RU2748284C1 - Heat removal system based on trickling cooler-radiator - Google Patents

Abstract

FIELD: heat power engineering.SUBSTANCE: invention relates to heat removal systems, mainly to space power plants. The trickling cooler-radiator includes a system for generating liquid-droplet fog with generators of parallel droplet streams. These generators are combined into blocks giving the opposite direction of focused jets and located with an offset relative to each other. Each block in the area of focusing of the jets is equipped with a centrifugal-disk-type intake device that simultaneously captures several droplet flows, distributed evenly over the field of the intake opening.EFFECT: invention is aimed at increasing the level of the removed thermal power and reliability of the system, reducing the losses of the coolant during its operation.5 cl, 6 dwg

Description

The technical field to which the invention relates.

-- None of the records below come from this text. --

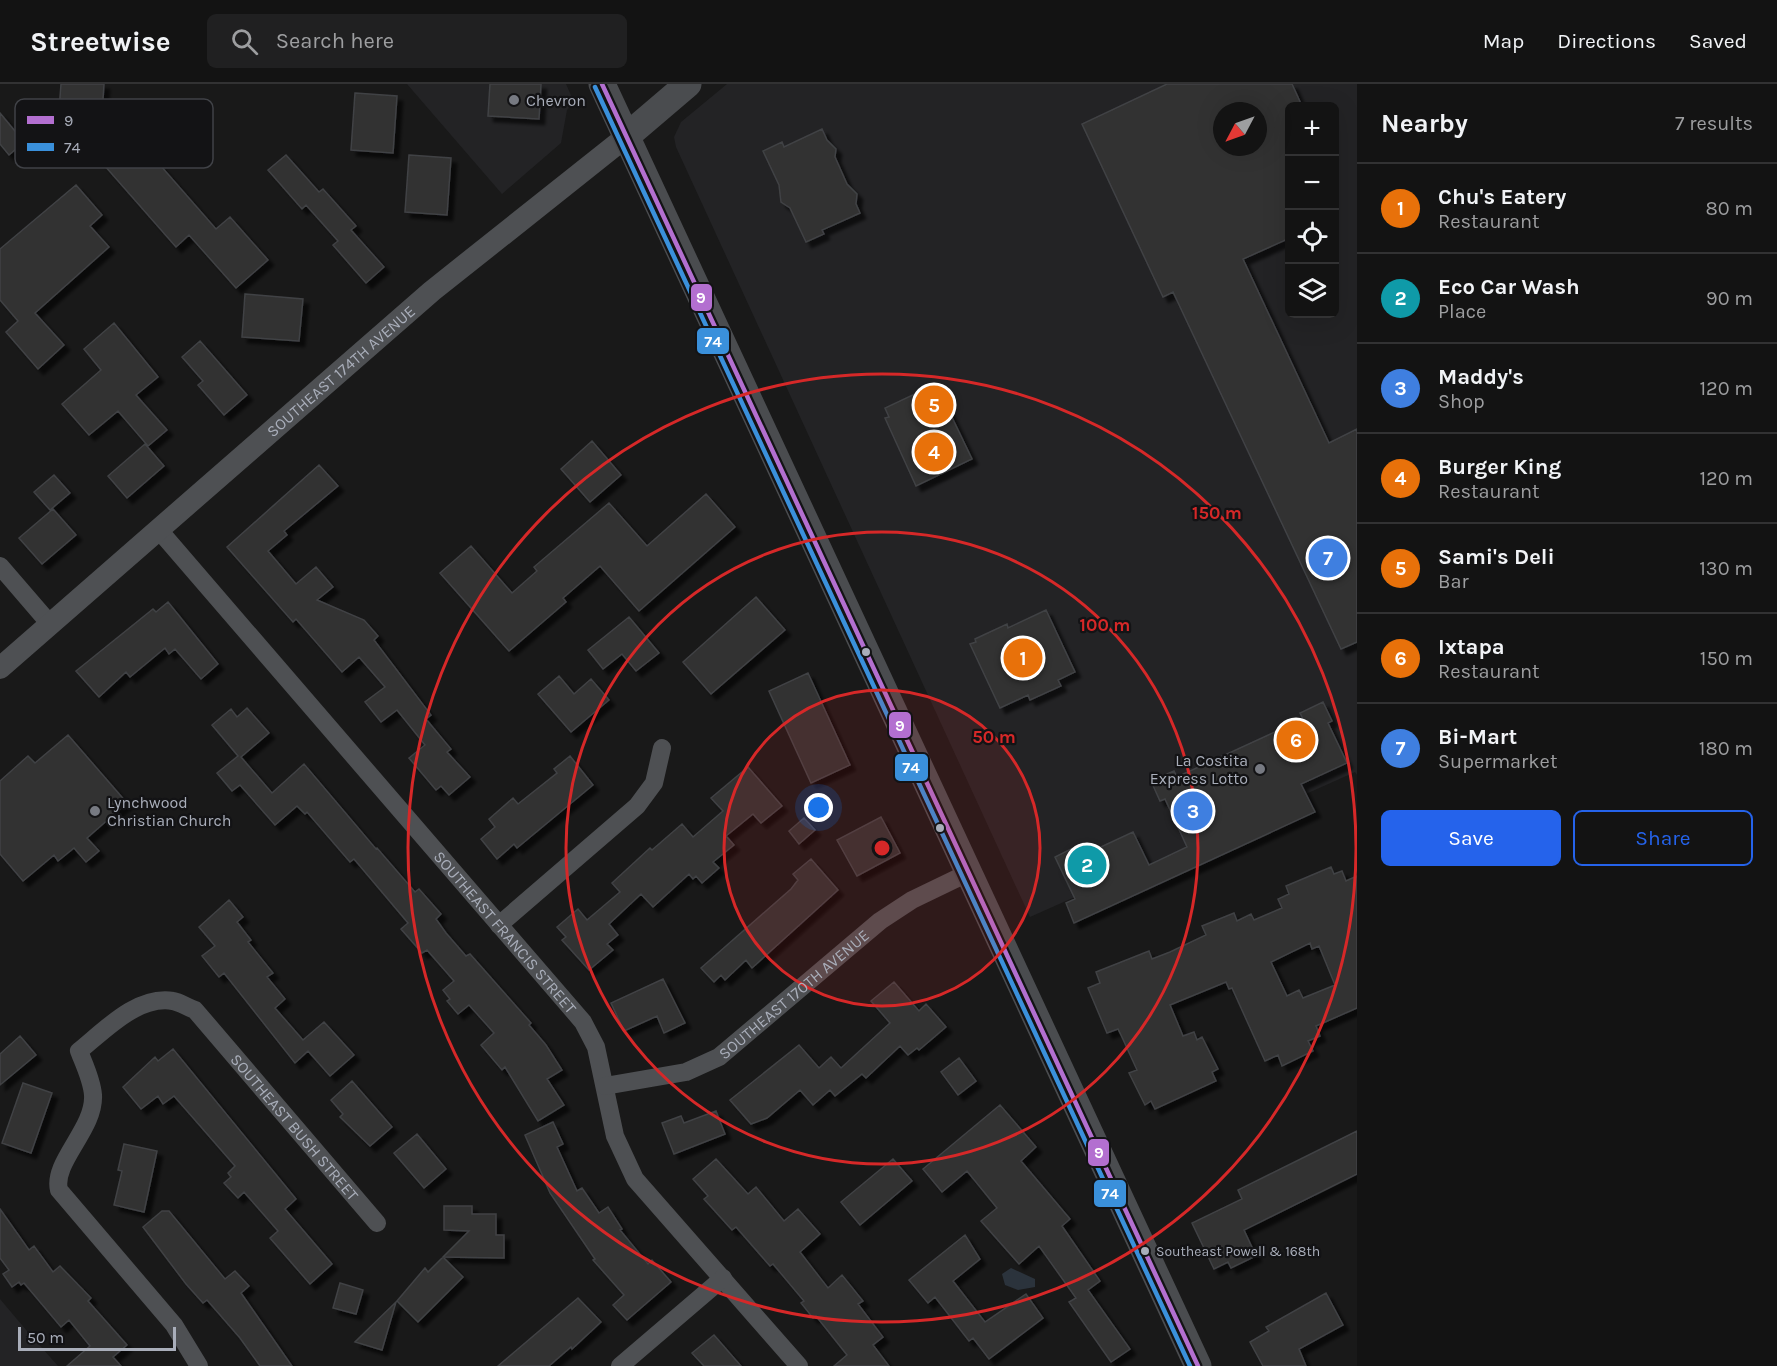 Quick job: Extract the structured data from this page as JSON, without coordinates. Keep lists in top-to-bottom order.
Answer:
{
  "streets": {
    "main road": ["SOUTHEAST 174TH AVENUE"],
    "street": ["SOUTHEAST FRANCIS STREET", "SOUTHEAST 170TH AVENUE", "SOUTHEAST BUSH STREET"]
  },
  "crossings": [
    ["SOUTHEAST 174TH AVENUE", "SOUTHEAST FRANCIS STREET"],
    ["SOUTHEAST FRANCIS STREET", "SOUTHEAST 170TH AVENUE"]
  ],
  "places": [
    "Chevron",
    "La Costita Express Lotto",
    "Lynchwood Christian Church",
    "Southeast Powell & 168th"
  ],
  "lines": ["transit line 9", "transit line 74"],
  "legend": ["9", "74"],
  "scale_bar": "50 m",
  "north": "bottom left",
  "page": {
    "header": "Streetwise",
    "search": "Search here",
    "nav": ["Map", "Directions", "Saved"],
    "heading": ["Nearby", "7 results"],
    "map_buttons": ["+", "−"],
    "list": [
      {
        "mark": "1",
        "name": "Chu's Eatery",
        "note": "Restaurant",
        "value": "80 m"
      },
      {
        "mark": "2",
        "name": "Eco Car Wash",
        "note": "Place",
        "value": "90 m"
      },
      {
        "mark": "3",
        "name": "Maddy's",
        "note": "Shop",
        "value": "120 m"
      },
      {
        "mark": "4",
        "name": "Burger King",
        "note": "Restaurant",
        "value": "120 m"
      },
      {
        "mark": "5",
        "name": "Sami's Deli",
        "note": "Bar",
        "value": "130 m"
      },
      {
        "mark": "6",
        "name": "Ixtapa",
        "note": "Restaurant",
        "value": "150 m"
      },
      {
        "mark": "7",
        "name": "Bi-Mart",
        "note": "Supermarket",
        "value": "180 m"
      }
    ],
    "pins": [
      "5",
      "4",
      "7",
      "1",
      "6",
      "3",
      "2"
    ],
    "buttons": ["Save", "Share"],
    "scale": "50 m"
  },
  "rings": ["150 m", "100 m", "50 m"]
}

The invention relates to the field of space technology, namely to systems for removing low-grade heat of power plants for space purposes, and can be used in the creation of promising spacecraft with a high power-to-weight ratio.

State of the art

The closest technical solution to the proposed invention is a drip cooler-emitter (KHI) [1], containing a drip flow generator (GK), a drip collector (or intake device - ZU), a pneumohydraulic system with transfer pumps, control valves, hydraulic compensators, thermostating means and pipelines, as well as a control system. In this heat removal system, a “passive” type droplet collector (intake) is used, where the droplet flow is captured by a moving carrier film of the coolant created on the walls of the droplet collector through slotted channels (see also [2]).

An alternative version of the intake device suitable for use in such a heat removal system is a centrifugal droplet collector [3]. This device is a conical rotating receiving container. The droplet flow, falling on the inner surface of the container, under the action of centrifugal force rises along its walls and enters a specially profiled chute, where the liquid is taken by the pump through the diffuser and the intake hose. A similar approach to the collection of a droplet flow (active droplet collector - ADS) was applied during the space experiment “Kaplya-2” [4].

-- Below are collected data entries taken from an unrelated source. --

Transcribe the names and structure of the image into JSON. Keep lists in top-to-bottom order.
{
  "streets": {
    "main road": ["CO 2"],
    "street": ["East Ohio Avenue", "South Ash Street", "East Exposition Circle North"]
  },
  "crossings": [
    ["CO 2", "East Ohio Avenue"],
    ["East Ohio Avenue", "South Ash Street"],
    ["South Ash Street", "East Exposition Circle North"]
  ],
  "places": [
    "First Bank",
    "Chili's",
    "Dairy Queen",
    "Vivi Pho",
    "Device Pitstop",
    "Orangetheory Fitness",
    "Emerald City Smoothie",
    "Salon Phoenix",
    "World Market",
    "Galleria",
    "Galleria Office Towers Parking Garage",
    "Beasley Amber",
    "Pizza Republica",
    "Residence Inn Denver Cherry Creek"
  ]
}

The main disadvantages of both schemes are:

- low reliability and stability of the intake device, which can lead to disruption of the continuity of the outlet flow of the working fluid and the occurrence of cavitation effects;

- low outlet pressure of the intake device, which requires the use of an additional pre-pump to supply a continuous flow of the cooled heat carrier back to the heat exchange circuit of the radiator-refrigerator;

- irreplaceable losses of the coolant due to the reflection of a part of the drops from the working surface of the intake device, as well as splashing;

- low productivity of the radiator-cooler in terms of the working fluid, which limits the overall level of thermal power removed by the KHI.

The essence of the invention

The proposed invention solves the problem of creating a heat removal system based on a drip cooler-radiator with reliability, energy efficiency and specific mass characteristics corresponding to the conditions of use on promising spacecraft with high power-to-weight ratio.

The technical result of the claimed invention is to increase the level of the total thermal power removed by the system and the accuracy of its adjustment; reducing the specific gravity of the system; elimination of coolant losses during the operation of the system; increasing the reliability of the heat removal system.

The claimed technical result is achieved due to the fact that the heat removal system based on the drip cooler-radiator contains at least two blocks of the drip cooler of the radiator, while the blocks are directed towards each other and are displaced relative to each other, and each block contains an intake device , made in the form of a central disc intake device with centrifugal blocking of reflected drops, providing complete capture of several drop streams at the same time and a system for generating a drop sheet, simultaneously forming several streams of parallel drip jets distributed evenly over the field of the inlet of the intake device, while the intake device of each block includes a body with an outlet pipe; an impeller mounted inside the housing and driven by a motor with finning, mounted on the impeller by a central deflector, having an internal reflector with bypass windows, and an external reflector, and the internal surfaces of the reflectors are inverse cones.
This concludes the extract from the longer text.